问题
I'm writing a simple webserver in python that allows a user to upload a file using multipart/form-data. As far as I can tell, multipart MIME data is supposed to be line based. For instance, the boundary has to be at the beginning of a line.
I can't figure out how binary data is handled in this regard. My client (Firefox) is not encoding it into 7bit ASCII or anything, it's just raw binary data it's sending. Does it split the data into lines at arbitrary locations? Is there a maximum line length specified for multipart data? I've tried looking through the RFC for multipart/form-data, but didn't find anything.
回答1:
After digging through the RFCs, I think I finally got it all straight in my head. The body parts (i.e., the body content of an individual part in a multipart/*
message) only need to be line based in that the boundary at the end of the part begins with a CR+LF
. But otherwise, the data need not be line-based, and if the content happens to have linebreaks in it, there is no maximum distance between them, nor do they need to be escaped in anyway (well, unless perhaps the Content-Transfer-Encoding
is quoted-string). The 7-bit, 8-bit, and binary options for Content-Transfer-Encoding
don't actually indicate that any encoding has been done on the data (and therefore no encoding needs to be undone), they're just meant to indicate the type of data you can expect to see in the body part.

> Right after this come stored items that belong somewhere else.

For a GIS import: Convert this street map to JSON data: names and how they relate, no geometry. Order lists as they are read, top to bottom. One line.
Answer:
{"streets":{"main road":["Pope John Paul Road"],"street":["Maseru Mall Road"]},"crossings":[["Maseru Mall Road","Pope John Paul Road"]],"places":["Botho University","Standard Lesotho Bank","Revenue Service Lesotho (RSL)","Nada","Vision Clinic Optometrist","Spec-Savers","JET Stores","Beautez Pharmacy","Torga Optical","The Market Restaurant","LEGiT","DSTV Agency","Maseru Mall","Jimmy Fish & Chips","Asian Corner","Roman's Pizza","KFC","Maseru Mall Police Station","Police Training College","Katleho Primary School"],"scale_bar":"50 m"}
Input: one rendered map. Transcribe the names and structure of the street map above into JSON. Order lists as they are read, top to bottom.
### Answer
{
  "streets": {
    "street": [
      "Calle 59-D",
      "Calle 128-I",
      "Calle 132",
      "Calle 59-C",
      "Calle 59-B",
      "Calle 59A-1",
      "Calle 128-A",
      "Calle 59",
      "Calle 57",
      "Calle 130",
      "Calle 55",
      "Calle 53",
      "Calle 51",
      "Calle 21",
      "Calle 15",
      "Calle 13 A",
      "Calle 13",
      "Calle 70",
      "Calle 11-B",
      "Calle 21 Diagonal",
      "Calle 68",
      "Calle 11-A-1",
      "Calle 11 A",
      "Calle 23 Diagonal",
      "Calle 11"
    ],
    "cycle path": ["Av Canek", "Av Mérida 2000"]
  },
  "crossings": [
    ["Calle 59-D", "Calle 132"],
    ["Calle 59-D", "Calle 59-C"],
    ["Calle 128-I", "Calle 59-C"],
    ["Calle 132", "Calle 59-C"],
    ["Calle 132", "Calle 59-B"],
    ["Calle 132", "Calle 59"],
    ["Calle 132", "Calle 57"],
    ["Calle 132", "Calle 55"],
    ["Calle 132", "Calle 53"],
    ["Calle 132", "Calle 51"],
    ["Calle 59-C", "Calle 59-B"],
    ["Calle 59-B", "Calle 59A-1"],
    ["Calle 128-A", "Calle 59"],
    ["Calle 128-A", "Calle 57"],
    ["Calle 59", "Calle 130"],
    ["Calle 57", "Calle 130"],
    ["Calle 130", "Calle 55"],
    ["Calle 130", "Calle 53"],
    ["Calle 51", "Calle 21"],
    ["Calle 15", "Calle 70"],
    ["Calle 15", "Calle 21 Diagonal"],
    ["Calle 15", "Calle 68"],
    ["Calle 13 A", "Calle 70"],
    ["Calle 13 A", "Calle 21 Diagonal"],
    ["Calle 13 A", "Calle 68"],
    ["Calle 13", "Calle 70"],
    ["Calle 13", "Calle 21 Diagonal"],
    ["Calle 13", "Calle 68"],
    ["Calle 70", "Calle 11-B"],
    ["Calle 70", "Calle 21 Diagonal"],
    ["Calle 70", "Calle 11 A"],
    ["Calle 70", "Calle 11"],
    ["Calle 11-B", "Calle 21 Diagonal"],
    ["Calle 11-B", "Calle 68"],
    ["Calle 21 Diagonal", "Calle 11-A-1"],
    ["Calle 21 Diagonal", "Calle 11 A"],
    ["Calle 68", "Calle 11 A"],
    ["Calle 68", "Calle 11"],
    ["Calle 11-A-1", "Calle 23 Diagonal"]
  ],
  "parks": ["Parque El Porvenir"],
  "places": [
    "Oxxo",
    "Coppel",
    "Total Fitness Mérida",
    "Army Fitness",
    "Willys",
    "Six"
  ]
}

What I was really getting at in my [poorly expressed] question was how to read/buffer the data from the socket so that I could make sure I caught the boundary, and without having to have an arbitrarily large buffer (e.g., if there happened to be no linebreaks in the content, and so a readline
ended up buffering the entire thing).
What I ended up doing was buffering from the socket with a readline
using a maximum length, so the buffer would never be longer than that, but would also make sure to terminate if a linebreak was encountered. This ensured that when the boundary came (following a CR+LF
), it would be at the beginning of the buffer. I had to do a little extra monkeying around to ensure I didn't include that final CR+LF
in the actual body content, because according to the RFC it's required before the boundary, and therefore not part of the content itself.
回答2:
Try reviewing RFC 2045. Typically, binary content is converted into BASE64 by your application and included in the multi part message using "Content-Transfer-Encoding : Base64". There other mechanisms to transfer binary data, but this is quite common. Binary data are converted into octets and chunked out in arbitary length strings (depending on the encoding variant - see the BASE64 link above). The receiving application then decodes it into the original binary content.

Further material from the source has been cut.